__EXERCISE DATA__.
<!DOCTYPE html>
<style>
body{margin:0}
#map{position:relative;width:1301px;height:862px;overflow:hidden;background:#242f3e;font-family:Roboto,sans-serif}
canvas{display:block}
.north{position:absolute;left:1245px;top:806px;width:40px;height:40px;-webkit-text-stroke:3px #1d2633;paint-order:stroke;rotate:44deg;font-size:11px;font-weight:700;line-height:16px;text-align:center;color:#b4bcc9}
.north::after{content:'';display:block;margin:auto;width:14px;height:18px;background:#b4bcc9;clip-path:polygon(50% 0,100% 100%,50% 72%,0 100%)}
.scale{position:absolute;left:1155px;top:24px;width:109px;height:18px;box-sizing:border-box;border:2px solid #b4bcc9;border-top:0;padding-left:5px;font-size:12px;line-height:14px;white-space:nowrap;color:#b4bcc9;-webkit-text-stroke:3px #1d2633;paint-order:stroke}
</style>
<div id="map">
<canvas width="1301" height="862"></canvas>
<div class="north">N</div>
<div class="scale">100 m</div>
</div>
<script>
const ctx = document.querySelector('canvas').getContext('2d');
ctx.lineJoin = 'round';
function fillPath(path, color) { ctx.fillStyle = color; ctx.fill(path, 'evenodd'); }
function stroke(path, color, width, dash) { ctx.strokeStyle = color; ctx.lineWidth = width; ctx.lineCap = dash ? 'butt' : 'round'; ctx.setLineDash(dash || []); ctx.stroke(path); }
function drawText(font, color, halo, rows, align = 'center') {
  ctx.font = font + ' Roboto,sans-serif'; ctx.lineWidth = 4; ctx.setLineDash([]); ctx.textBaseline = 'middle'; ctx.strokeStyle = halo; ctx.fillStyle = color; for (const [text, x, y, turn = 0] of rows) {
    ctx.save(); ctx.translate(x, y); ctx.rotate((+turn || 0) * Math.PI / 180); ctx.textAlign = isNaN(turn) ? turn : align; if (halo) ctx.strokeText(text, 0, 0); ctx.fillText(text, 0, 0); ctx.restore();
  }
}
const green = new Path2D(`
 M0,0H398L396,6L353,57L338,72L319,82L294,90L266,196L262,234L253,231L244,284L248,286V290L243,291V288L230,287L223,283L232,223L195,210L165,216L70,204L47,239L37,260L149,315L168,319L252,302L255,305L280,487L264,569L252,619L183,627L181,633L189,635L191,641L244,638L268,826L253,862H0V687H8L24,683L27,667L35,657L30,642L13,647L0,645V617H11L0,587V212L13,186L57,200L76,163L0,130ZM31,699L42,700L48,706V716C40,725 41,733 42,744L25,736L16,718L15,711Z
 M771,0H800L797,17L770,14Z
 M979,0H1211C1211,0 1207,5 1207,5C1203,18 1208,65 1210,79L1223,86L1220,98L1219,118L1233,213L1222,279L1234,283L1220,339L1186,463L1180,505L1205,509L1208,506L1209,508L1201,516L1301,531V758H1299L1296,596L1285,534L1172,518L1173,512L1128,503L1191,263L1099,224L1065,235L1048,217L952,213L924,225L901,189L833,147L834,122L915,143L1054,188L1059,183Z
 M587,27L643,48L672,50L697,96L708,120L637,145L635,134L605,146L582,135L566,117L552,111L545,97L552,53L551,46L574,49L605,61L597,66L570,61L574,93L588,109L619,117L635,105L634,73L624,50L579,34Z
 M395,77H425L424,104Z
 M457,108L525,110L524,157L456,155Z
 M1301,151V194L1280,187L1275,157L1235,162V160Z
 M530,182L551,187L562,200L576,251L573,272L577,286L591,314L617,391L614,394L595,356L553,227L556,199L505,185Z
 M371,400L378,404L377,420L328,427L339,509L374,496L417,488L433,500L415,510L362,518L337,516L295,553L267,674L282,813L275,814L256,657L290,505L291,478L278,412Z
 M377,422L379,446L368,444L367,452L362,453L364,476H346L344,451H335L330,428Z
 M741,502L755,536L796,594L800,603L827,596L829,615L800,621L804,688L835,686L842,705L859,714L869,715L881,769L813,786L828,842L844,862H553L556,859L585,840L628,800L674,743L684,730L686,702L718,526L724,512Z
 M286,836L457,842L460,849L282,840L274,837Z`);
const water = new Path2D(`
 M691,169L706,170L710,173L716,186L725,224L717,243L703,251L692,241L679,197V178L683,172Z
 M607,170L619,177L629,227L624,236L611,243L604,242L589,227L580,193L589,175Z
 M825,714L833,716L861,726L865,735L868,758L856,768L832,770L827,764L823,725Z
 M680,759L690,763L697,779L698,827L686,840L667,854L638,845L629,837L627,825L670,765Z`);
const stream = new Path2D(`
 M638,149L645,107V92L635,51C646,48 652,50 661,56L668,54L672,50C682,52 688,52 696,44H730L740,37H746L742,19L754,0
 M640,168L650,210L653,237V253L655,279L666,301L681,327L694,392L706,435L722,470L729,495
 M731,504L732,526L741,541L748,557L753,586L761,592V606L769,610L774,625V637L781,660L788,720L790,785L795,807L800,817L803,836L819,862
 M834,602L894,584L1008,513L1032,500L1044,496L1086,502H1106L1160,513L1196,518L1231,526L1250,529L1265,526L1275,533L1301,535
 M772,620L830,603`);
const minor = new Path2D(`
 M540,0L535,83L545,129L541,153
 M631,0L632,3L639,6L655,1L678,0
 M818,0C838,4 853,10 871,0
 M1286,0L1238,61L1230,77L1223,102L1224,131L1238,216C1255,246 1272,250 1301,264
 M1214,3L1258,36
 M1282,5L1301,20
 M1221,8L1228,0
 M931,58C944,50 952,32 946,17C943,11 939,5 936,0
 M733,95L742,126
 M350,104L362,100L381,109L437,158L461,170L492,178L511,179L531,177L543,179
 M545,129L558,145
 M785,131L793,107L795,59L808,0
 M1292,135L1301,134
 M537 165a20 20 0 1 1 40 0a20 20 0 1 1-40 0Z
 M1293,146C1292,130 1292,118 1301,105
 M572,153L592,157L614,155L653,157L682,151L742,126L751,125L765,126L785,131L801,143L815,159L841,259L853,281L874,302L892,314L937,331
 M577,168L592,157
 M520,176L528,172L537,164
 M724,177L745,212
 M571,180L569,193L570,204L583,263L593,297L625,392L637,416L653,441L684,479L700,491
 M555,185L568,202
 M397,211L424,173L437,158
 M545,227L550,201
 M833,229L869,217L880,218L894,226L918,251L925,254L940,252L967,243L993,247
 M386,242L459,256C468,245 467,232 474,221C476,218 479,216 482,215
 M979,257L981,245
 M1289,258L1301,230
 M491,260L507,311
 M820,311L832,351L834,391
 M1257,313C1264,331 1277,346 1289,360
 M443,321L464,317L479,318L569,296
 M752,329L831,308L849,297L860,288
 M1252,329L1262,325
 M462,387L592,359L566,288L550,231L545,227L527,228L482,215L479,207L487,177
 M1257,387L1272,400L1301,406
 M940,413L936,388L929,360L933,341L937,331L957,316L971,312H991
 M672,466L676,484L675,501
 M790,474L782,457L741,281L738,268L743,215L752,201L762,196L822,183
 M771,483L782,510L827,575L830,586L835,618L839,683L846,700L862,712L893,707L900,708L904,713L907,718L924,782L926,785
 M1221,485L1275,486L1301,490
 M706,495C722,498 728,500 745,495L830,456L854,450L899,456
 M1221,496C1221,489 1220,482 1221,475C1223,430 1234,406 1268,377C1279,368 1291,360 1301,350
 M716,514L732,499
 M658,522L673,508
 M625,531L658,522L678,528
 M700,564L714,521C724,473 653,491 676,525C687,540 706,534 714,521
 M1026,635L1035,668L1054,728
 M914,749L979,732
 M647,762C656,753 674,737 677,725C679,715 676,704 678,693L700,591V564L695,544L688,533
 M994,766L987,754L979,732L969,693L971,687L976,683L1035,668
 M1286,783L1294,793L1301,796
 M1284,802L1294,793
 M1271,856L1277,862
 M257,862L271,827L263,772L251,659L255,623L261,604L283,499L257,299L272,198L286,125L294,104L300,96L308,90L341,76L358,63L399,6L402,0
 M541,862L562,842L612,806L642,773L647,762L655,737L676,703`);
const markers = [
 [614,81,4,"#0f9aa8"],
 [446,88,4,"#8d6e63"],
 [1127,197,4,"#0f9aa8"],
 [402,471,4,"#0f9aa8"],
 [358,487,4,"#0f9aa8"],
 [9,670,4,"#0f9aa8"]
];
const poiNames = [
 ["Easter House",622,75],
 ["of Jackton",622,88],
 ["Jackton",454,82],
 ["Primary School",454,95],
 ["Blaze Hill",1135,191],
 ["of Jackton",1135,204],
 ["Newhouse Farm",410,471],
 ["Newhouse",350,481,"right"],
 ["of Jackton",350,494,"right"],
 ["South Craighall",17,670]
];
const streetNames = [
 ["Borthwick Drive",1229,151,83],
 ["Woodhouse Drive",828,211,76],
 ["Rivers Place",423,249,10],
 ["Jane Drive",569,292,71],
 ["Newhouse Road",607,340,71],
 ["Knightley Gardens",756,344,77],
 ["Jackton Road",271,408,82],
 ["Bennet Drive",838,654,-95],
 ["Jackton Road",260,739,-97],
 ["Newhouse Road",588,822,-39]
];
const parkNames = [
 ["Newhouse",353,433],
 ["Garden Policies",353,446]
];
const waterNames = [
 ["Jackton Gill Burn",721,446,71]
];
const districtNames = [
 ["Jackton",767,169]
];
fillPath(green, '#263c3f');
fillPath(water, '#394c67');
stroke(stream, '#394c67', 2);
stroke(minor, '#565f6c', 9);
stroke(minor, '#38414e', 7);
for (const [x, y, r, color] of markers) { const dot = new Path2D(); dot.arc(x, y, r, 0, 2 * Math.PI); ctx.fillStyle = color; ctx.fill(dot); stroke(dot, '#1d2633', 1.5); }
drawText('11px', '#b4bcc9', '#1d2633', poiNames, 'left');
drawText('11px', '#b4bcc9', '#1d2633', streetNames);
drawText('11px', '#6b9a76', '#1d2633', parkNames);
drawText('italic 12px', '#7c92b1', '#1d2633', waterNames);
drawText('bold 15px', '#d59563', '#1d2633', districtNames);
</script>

__TASK OBJECTIVE__.
Go through the lines above and count those that include "canvas"; give the total and nothing more.

__RESULT FOR THIS TASK__.
3